A simple, seconds-long screening exam with a handheld scanning device may enable pediatricians to identify "lazy eye," a loss of vision in a structurally normal eye, in children as young as 2, report ophthalmologists at Children's Hospital Boston, who tested the device in 202 children.

Lazy eye or amblyopia, affecting 3 to 5 percent of all children, is the leading cause of vision loss in childhood. But it can be hard to detect in young children, who are the most responsive to treatment, because they cannot reliably communicate what they're seeing or read eye charts.

"The eyes of a child with amblyopia can look perfectly fine, even while one eye is slowly losing vision," says senior author David Hunter, MD, chief of ophthalmology at Children's Hospital Boston. "Once a child reaches school age, treatment is less likely to restore useful vision. We'd really like to begin treating them when they're three years old - or younger."

Amblyopia usually results from a misalignment of the eyes (strabismus) or one eye having a weaker focusing power (anisometropia). In both cases, one eye is underused, and vision deteriorates as the brain loses its ability to interpret visual information from that eye. If the problem is detected early, ideally before age 4 or 5, doctors can reverse it by patching the stronger eye or blurring it with eyedrops, forcing the child to use the weaker eye.

Clinical testing of a prototype of the device, known as the Pediatric Vision Scanner, is described in the July 7 issue of the journal Investigative Ophthalmology and Visual Science. As children look at a blinking red light, a low-power laser scans their eyes to measure their alignment (known as binocularity), taking five readings over 2.5 seconds.

Hunter and colleagues tried out the scanner in 154 patients at Children's ophthalmology clinic and 48 children with normal vision, aged 2 to 18. Children with readily identifiable strabismus, other eye disease or developmental delay were excluded.
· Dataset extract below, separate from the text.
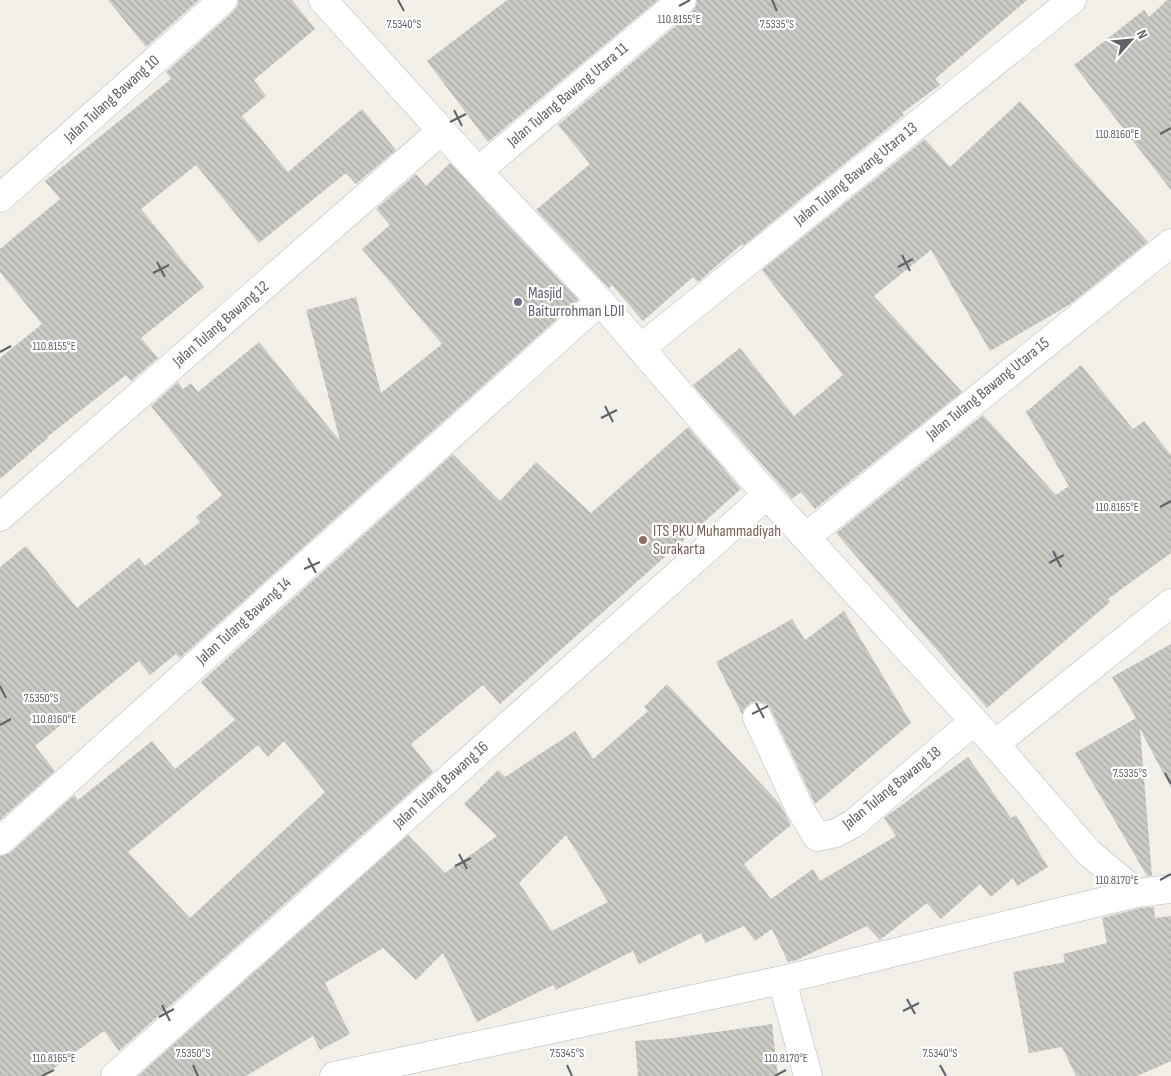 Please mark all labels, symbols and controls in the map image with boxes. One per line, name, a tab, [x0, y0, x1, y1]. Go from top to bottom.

A binocularity score below 60 percent (fewer than three focusing successes in five attempts) was considered a "refer," indicating a need for further examination. Among 2- to 6-year-old children, binocularity scores averaged 9 percent for those with amblyopia and 8 percent for those with strabismus, versus 89 percent in the control group. The scanner could detect amblyopia even in the absence of measurable strabismus, and documented improved binocularity in these children after treatment.

"We designed the device to detect strabismus, but the fact that the device could detect any form of amblyopia was completely unexpected and a key advance for making more accurate referrals," says Hunter, also a professor of ophthalmology at Harvard Medical School.

Overall, the scanner had an overall sensitivity and specificity of 96 percent for detecting amblyopia or strabismus as compared with gold-standard ophthalmologic tests. Hunter hopes the device will be adopted into general pediatric practice and used to screen toddlers and preschoolers for amblyopia during annual well-child visits. Eye exams done just before entry to school, mandated in some states, come too late to treat amblyopia most effectively, he says.

"This technology has the potential to give pediatricians the tool they need to quickly and easily identify those kids most in need of a specialist eye exam as soon as they develop a problem," Hunter says. "As a result, we expect that health insurers and government agencies will embrace this test, which should reduce the cost of care while at the same time improving quality and efficiency, potentially saving vision in hundreds of thousands of children."

The scanner is the result of 20 years of research funding from a variety of agencies. A lighter, more user-friendly prototype of the device is currently undergoing clinical testing at several independent centers.

Research fellow Sjoukje Loudon, MD, was first author on the paper, along with co-authors Caitlin Rook, CO, Deborah Nassif, PhD, and Nadya Piskun, PhD. The device was developed with the help of David L. Guyton, MD, and Boris I. Gramatikov, PhD, of Johns Hopkins University, and Robert Winsor, MSEE and Knute Ray, BS, formerly of the Space Telescope Science Institute.